De Gruyter DOI 10.1515/reveh-2016-0011 Received March 16, 2016; accepted May 29, 2016

Igor Belyaev, Amy Dean, Horst Eger, Gerhard Hubmann, Reinhold Jandrisovits, Markus Kern, Michael Kundi, Hanns Moshammer, Piero Lercher, Kurt Müller, Gerd Oberfeld*, Peter Ohnsorge, Peter Pelzmann, Claus Scheingraber and Roby Thill

Abstract:

Chronic diseases and illnesses associated with non-specific symptoms are on the rise. In addition to chronic stress in social and work environments, physical and chemical exposures at home, at work, and during leisure activities are causal or contributing environmental stressors that deserve attention by the general practitioner as well as by all other members of the health care community. It seems necessary now to take “new exposures” like electromagnetic fields (EMF) into account. Physicians are increasingly confronted with health problems from unidentified causes. Studies, empirical observations, and patient reports clearly indicate interactions between EMF exposure and health problems. Individual susceptibility and environmental factors are frequently neglected.

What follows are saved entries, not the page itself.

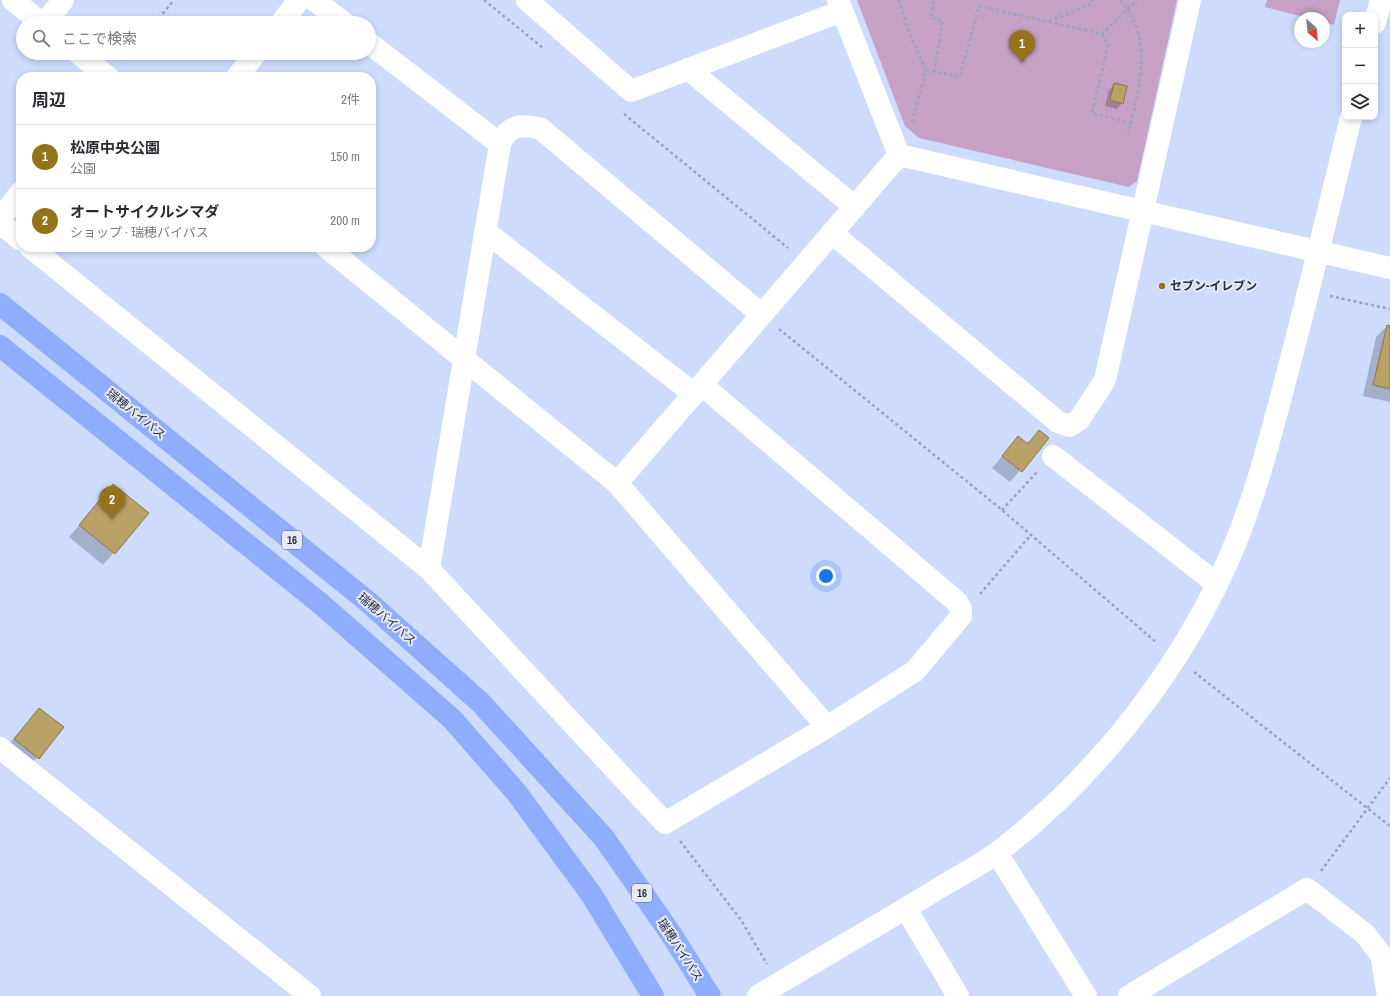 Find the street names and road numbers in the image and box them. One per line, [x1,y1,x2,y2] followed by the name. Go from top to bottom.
[103,385,169,443] street label: 瑞穂バイパス
[282,531,302,549] road number: 16
[355,589,419,649] street label: 瑞穂バイパス
[632,884,652,902] road number: 16
[654,916,706,984] street label: 瑞穂バイパス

New wireless technologies and applications have been introduced without any certainty about their health effects, raising new challenges for medicine and society. For instance, the issue of so-called non-thermal effects and potential long-term effects of low-dose exposure were scarcely investigated prior to the introduction of these technologies. Common electromagnetic field or EMF sources: Radio-frequency radiation (RF) (3 MHz to 300 GHz) is emitted from radio and TV broadcast antennas, Wi-Fi access points, routers, and clients (e.g. smartphones, tablets), cordless and mobile phones including their base stations, and Bluetooth devices. Extremely low frequency electric (ELF EF) and magnetic fields (ELF MF) (3 Hz to 3 kHz) are emitted from electrical wiring, lamps, and appliances. Very low frequency electric (VLF EF) and magnetic fields (VLF MF) (3 kHz to 3  MHz) are emitted, due to harmonic voltage and current distortions, from electrical wiring, lamps (e.g. compact fluorescent lamps), and electronic devices.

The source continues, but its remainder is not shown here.